Selon David Sack, de l’université Johns Hopkins (Maryland), l’épidémie actuelle est vraisemblablement liée à l’augmentation de la salinité et de la température des eaux de l’estuaire de l’Artibonite, phénomène lui-même lié au réchauffement climatique. Le zoo-phytoplancton et l’effet de serre seraient donc les coupables plausibles. Le vibrion cholérique prospère dans les eaux saumâtres stagnantes et les planctons où il peut survivre des années, ce qui laisse prévoir que des foyers persisteront durablement, Saint-Domingue ne pouvant échapper à l’épidémie.
Ce qui est étonnant n’est donc pas qu’une épidémie ait éclaté, mais qu’elle ne soit pas survenue avant, lorsqu’elle circulait dans l’ensemble du continent.
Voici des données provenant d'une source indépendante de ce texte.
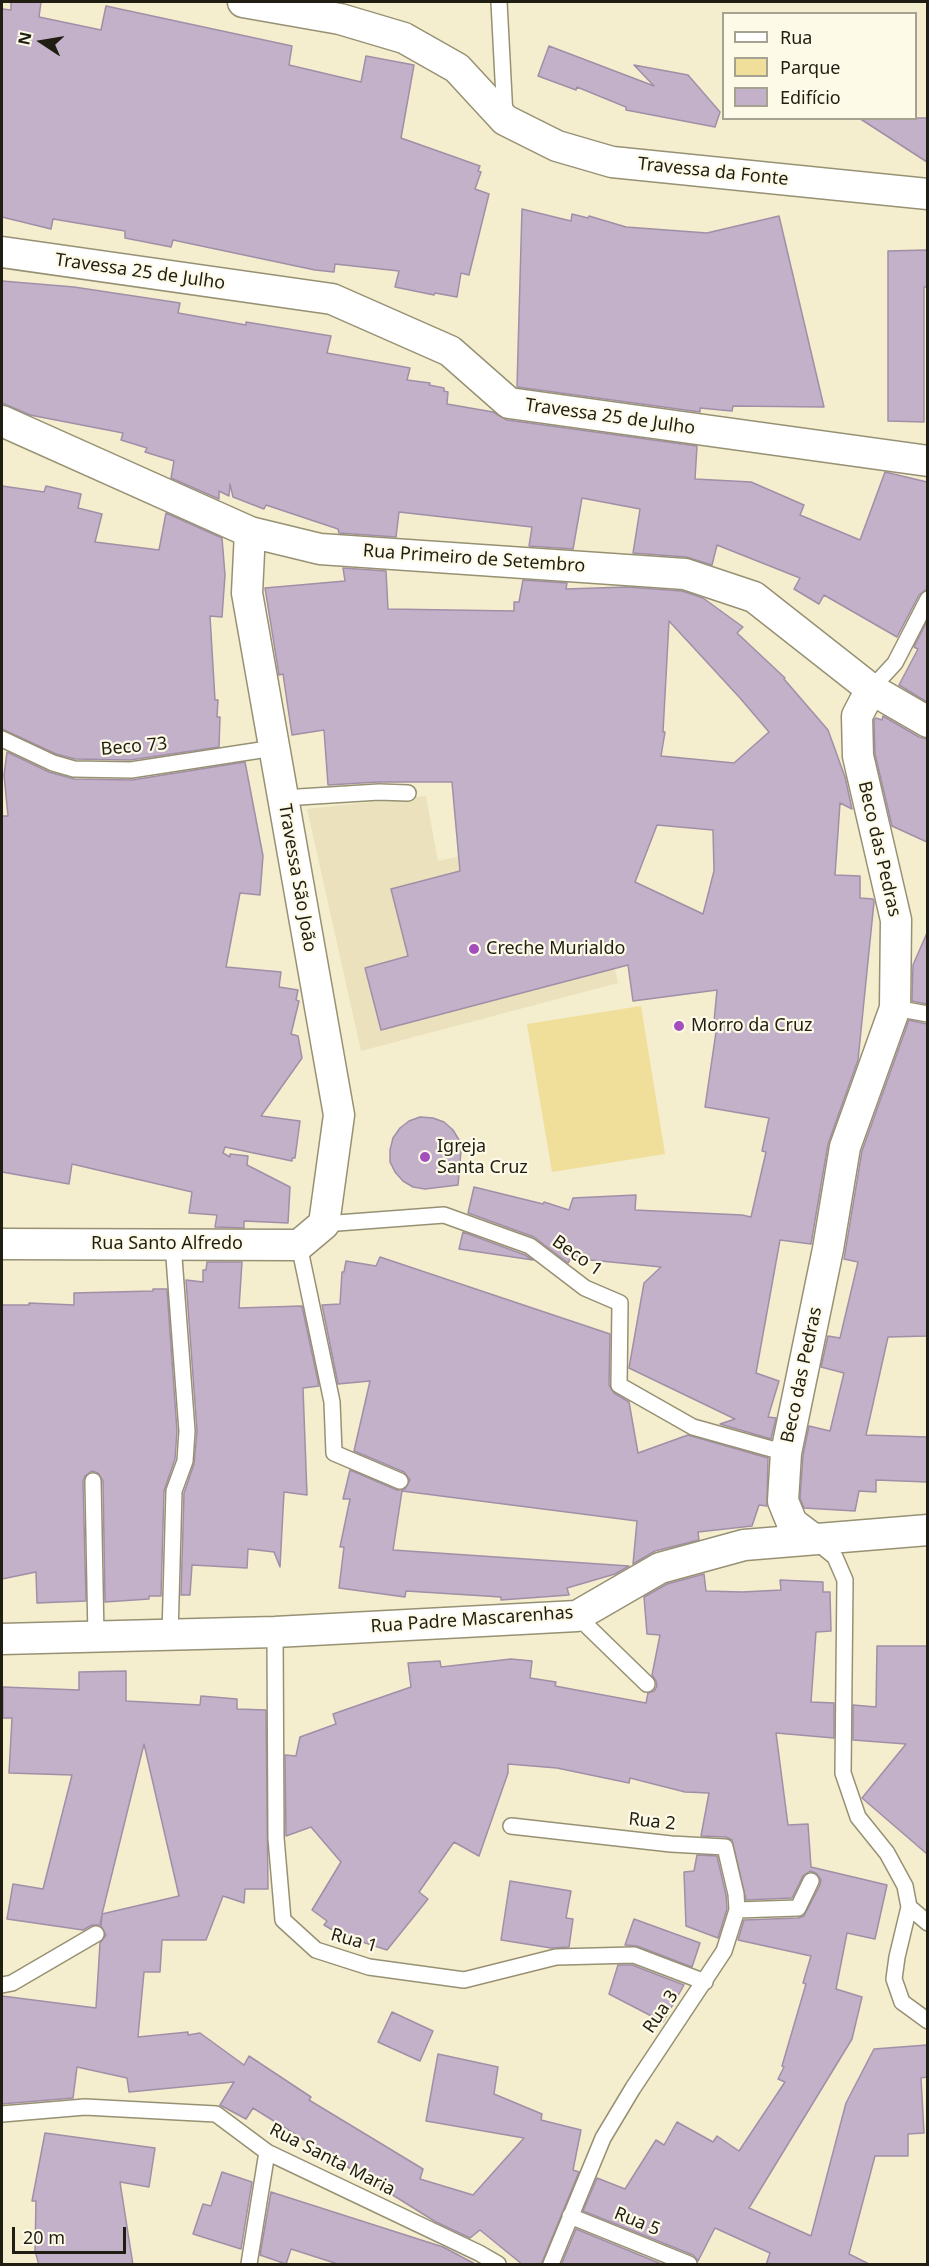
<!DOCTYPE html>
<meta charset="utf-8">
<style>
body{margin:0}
#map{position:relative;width:929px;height:2266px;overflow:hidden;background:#f4edce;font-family:"Noto Sans",sans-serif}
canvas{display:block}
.frame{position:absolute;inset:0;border:3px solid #201e12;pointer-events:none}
.legend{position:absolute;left:722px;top:12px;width:195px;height:108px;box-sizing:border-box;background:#fefae8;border:2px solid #a5a292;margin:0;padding:8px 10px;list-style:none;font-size:18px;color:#201e12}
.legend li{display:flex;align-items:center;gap:12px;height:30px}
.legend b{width:30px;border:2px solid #a5a292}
.north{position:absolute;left:12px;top:12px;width:60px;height:60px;-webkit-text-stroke:4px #fefae8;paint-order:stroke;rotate:282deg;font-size:16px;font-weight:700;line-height:24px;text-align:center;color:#201e12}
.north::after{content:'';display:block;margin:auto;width:21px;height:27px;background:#201e12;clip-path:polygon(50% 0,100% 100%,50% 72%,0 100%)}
.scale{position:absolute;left:12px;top:2227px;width:114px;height:27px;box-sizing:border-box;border:3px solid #201e12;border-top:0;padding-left:8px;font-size:18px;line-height:21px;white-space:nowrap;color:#201e12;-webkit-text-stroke:4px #fefae8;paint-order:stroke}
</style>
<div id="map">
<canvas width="929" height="2266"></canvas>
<div class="frame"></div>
<ul class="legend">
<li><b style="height:8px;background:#fff"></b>Rua</li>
<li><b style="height:16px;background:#efdf9b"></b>Parque</li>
<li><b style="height:16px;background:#c3b0c9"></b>Edifício</li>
</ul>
<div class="north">N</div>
<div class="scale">20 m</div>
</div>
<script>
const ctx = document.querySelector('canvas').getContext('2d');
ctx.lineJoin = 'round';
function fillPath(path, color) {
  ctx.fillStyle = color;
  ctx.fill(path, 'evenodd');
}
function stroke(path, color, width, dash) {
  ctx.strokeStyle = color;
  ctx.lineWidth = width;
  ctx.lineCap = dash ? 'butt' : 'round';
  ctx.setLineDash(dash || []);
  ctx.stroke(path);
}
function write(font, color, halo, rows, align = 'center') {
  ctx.font = font + ' "Noto Sans",sans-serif';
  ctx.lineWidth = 4.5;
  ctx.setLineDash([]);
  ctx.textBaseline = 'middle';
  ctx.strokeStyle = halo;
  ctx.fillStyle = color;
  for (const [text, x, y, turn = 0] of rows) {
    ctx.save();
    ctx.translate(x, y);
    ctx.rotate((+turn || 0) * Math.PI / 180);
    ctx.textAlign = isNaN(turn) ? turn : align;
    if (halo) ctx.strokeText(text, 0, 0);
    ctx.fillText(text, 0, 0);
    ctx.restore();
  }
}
fillPath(new Path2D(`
 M426,796L438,861L539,838L600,905L618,983L361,1051L307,809Z`), '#ebe2bd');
fillPath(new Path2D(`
 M641,1006L665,1154L552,1172L527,1024Z`), '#efdf9b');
const building = new Path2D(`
 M11,2H41L39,17L101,30L106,6L292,46L289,65L361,82L366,56L414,65L401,138L480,166L478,171L481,172L475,189L489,194L469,275L461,273L457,297L435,293L434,295L395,287L399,271L335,264L334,272L315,270L173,240L171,247L125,238V231L53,219L51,229L2,217V9L11,10Z
 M549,46L654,86L634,65L688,75L720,112L715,127L626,110V107L577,87L576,90L538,76Z
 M859,118H927V162Z
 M522,209L571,221L572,214L588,218L589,216L626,227L707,233L779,216L824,407L733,406L732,411L700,408V412L517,387Z
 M927,250V287H924V422L888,421V251Z
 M2,281L74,287L180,303L178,313L246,325V322L331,336L327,353L410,368L407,380L430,383L429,385L444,388V391L448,392L447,404L493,412L507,420L697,446L695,479L751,482L804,505L800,515L860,540L885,472L927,482V589L919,595L897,637L824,595L819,604L794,589L800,578L717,545L712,565L686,557L633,553L640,509L582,498L573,549L529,546L532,527L399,512L396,537L339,533L338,529L266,505L264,509L233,497L230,484L229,496L219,491V499L171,478L174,461L145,452L147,448L121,440L123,433L30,415L2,403Z
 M2,486L44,492L46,486L81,494L78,508L102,514L95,542L159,550L166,513L222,538L225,575L222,617L210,616L215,700H218L217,717H220L219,747L130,760L75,759L56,754L2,729Z
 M343,568L386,571L388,609L514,611V602H519L523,580L567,583L566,589L627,587L682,591L703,598L743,627L737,633L785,678L784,679L828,730L845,777L852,809L840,803L835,875L860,876V898L873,899L874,902L858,1060L828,1144L811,1244L780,1240L756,1373L779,1381L768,1417L776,1418L771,1439L720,1424L735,1419L629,1368L644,1283L661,1267L571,1258L568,1263L534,1237L468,1213L474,1187L543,1204L544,1202L569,1210L573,1198L636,1195L635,1210L742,1215L751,1217L766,1152L762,1151L769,1118L705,1107L716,1032H713L717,990L633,1001L628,965L381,1030L365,968L408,956L391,889L460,871L452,782H378L328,785L324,730L292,735L283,674L279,675L265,588L345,581ZM669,621L740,698L769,732L734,763L661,756L665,732H663ZM657,825L713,830L714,871L703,914L635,882Z
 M927,621V702L899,685L918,649L914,647Z
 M883,716L919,737L927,739V842L892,826L875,754L874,720L876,718L882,720Z
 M7,752L49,772L74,779L132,780L245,762L263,856L260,895L240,893L226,967L281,972L279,987L298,990L296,1000L299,1001L291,1034L298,1036L302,1058L261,1116L300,1121L295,1158H292V1161L225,1147L223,1153L230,1157V1154L248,1156L247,1165L290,1187L288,1223L244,1221V1228L215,1227L217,1215L189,1213L192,1192L72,1164L69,1184L2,1172V816H8L4,775Z
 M927,933V1004L912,1001L913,965Z
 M909,1020L927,1024V1336L888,1337L866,1435L927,1437V1482L876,1480V1492L859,1491L855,1511L804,1508L800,1498L803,1455L809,1426L830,1431L844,1373L821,1367L828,1336L840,1338L858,1262L844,1259L862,1151Z
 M420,1117L433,1118L444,1122L453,1130L459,1140L461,1151L458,1185L425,1189L413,1187L403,1181L395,1172L390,1162V1150L393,1138L400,1128L409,1121Z
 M463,1232L525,1255L533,1260L459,1249Z
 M380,1257L610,1334L609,1385L614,1393L629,1402L638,1453L688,1435L768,1458L767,1506L759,1505L752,1526L698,1532L699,1540L655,1551L633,1564L637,1521L402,1491L393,1550L629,1566L615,1574L567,1588L569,1595L501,1600V1597L406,1591L405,1597L339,1588L344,1547H340L350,1499H343L350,1470L397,1490L405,1489L410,1480L404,1472L354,1451L370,1381L338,1384L322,1305L340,1304L342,1272H344L346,1261L376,1266Z
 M207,1262H242L239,1308L302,1306L319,1386L303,1388L307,1495L284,1492L280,1567L274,1552L248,1549L247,1568L192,1565L190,1595H181L184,1493L194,1464L197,1431L186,1280L203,1282V1270H206Z
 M153,1289H167L177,1431L175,1459L164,1491L161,1596H149V1599L105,1602L103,1481L98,1473L92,1471L85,1476L83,1481L86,1601L37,1603L36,1572L2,1579V1305H29V1303L74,1305V1293L153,1291Z
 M704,1574L706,1591L742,1592L781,1590L780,1580L823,1582V1592H830L831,1631L816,1632L811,1702L834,1703V1738L776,1733L788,1825L808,1824L811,1867L887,1885L875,1939L847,1933L836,1989L862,1997L852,2039L749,2208L811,2236L846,2103L874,2049L927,2045V2077L921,2078L924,2133L908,2134V2156H875L849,2254L871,2265H766L770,2253L715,2228L698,2261L693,2255L583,2211L597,2178L625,2189L656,2140L664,2145L677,2122L713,2142L717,2136L739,2151L785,2082L778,2079L784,2067L782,2066L806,1984L803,1983L811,1956L738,1940L744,1920L798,1918L804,1916L820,1885L821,1880L816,1873L810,1871L803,1876L792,1898L746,1900L732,1840L726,1837L701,1836L709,1793L685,1792L630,1778L629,1783L557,1768L508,1764V1773L479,1856L454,1842L419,1892L428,1899L387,1950L341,1935L324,1925L327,1921L312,1910L341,1862L311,1827L286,1836L285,1755L296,1756L300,1737L336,1724L333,1714L411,1687L408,1663L440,1661L441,1667L511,1659L532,1661L530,1678L556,1682L555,1686L646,1703L648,1693L654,1691L657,1686L656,1681L652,1675L660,1635L647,1634L644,1597L667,1584Z
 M877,1646H927V1854L862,1798L906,1744L853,1740V1705L876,1707Z
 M126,1671V1701L200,1705L201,1696L237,1699V1709L266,1710L268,1889H245L244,1903L223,1896L206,1940H162L160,1972H144L138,2037L188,2032V2035L200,2033L244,2065L249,2056L311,2097L309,2100L423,2169L420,2179L473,2195L524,2138L426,2121L438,2054L498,2067L494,2094L542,2114L541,2120L581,2130L573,2170L579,2172L541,2265H523L480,2230L470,2238L436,2222L253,2108L246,2119L220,2105L234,2082L129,2092L127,2078L77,2067L73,2098L2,2104V1996L96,2008L100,1943L106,1935L101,1926L102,1915L100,1925H92L83,1930L7,1919L13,1884L43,1889L72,1775L9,1773L12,1718H3V1687L79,1690V1672ZM144,1744L179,1896L102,1914Z
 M697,1855L717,1856L726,1895L727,1909L718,1938L686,1926L684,1872L694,1871Z
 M510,1881L571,1891L566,1918L573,1919L569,1947L551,1948L501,1940Z
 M634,1919L700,1943L692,1967L637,1946L625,1945Z
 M618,1965H632L684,1985L663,2022L609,1994Z
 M392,2012L433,2031L420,2061L378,2042Z
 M45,2133L155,2148L149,2187L120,2182L133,2265H39L35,2251L36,2201H32Z
 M222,2172L252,2182L241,2249L193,2234L203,2204L211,2206Z
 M271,2192L443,2247L477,2265H341L291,2249L286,2264L260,2255Z
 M576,2229L664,2265H561Z`);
fillPath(building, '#c3b0c9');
stroke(building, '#a18fa7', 1.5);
const service = new Path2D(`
 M499,2L505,117
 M871,689L895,663L928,599
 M2,739L53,763L74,769L131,770L274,748
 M283,798L379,792L408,793
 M895,1008L928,1014
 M324,1224L444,1215L530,1246L585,1288L620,1303L619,1385L693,1427L786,1453
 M299,1245L332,1402L334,1453L400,1481
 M93,1481L96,1637
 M814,1540L835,1557L845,1580L843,1773L858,1817L887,1853L905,1886L909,1907L897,1957L894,1979L902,2002L928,2021
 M577,1616L647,1684
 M275,1632L276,1838L283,1920L316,1950L369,1967L464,1980L556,1957L634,1955L705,1982
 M170,1635L174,1491L185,1461L187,1431L173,1244
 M511,1826L671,1844L725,1847L736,1894L737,1910
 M909,1907L928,1923
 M2,1985L12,1983L96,1934
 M2,2114L85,2107L216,2114L267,2152L479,2253L498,2264
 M570,2216L689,2264
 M249,2264L267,2152
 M551,2264L603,2138L633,2088L724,1951L737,1910L798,1908L811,1881`);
const minor = new Path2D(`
 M243,2L340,19L404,38L457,68L505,120L557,146L612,162L928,194
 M2,252L332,299L450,351L509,403L928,461
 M2,421L250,532L320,549L685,574L754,597L871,689L928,722
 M2,1244L299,1245L324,1224L339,1115L247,593L250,532
 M812,1538L792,1523L783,1501L786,1453L828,1249L845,1147L895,1008L896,920L858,756L857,716L871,689
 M2,1639L275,1632L577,1616L660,1568L744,1545L928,1530`);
stroke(service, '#979174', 18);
stroke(minor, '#979174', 33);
stroke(service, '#fff', 15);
stroke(minor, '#fff', 30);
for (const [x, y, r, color] of [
 [474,949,6,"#a34ebc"],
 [679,1026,6,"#a34ebc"],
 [425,1157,6,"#a34ebc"]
]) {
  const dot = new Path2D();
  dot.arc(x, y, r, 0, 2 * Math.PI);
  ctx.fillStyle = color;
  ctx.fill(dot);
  stroke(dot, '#fefae8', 2);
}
write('18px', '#201e12', '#fefae8', [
 ["Travessa da Fonte",713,172,6],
 ["Travessa 25 de Julho",140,272,8],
 ["Travessa 25 de Julho",610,417,8],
 ["Rua Primeiro de Setembro",474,559,4],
 ["Beco 73",134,747,-5],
 ["Beco das Pedras",879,849,77],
 ["Travessa São João",297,878,80],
 ["Rua Santo Alfredo",167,1244],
 ["Beco 1",577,1256,35],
 ["Beco das Pedras",802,1375,-78],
 ["Rua Padre Mascarenhas",472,1620,-4],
 ["Rua 2",652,1822,6],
 ["Rua 1",354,1941,16],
 ["Rua 3",661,2012,-56],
 ["Rua Santa Maria",332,2160,27],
 ["Rua 5",637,2222,22]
]);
write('18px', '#201e12', '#fefae8', [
 ["Creche Murialdo",486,949],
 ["Morro da Cruz",691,1026],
 ["Igreja",437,1147],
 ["Santa Cruz",437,1168]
], 'left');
</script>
Quoi qu’il en soit, nous sommes malheureusement assurés que la présence du germe sera durable. C’est ce qu’a annoncé récemment l’Organisation mondiale de la santé (OMS), ajoutant que 200 000 personnes risquaient d’être atteintes par la maladie.
Si la première partie de cette déclaration est scientifiquement fondée, on peut toutefois s’interroger sur la pertinence de la seconde, tout particulièrement dans les conditions actuelles. D’une part, en effet, les vertus prédictives des modèles épidémiologiques utilisés par cette organisation n’ont pas été vérifiées à ce jour, c’est le moins qu’on puisse en dire, si l’on se souvient des deux milliards de cas de grippe H1N1 annoncés en 2009, pour ne parler que de la prévision la plus récente.
D’autre part, une telle prophétie, à laquelle il n’y a donc pas lieu d’accorder plus de crédit qu’aux précédentes, ne fait que rajouter à l’angoisse sans faire avancer le moins du monde le dispositif médical défaillant.
Ce dont ont besoin les Haïtiens et les équipes médicales débordées, c’est d’une mobilisation des secours d’urgence, non de prophètes de catastrophes.
Rony Brauman, directeur d’études à la Fondation Médecins sans frontières/Crash, professeur associé à Sciences Po.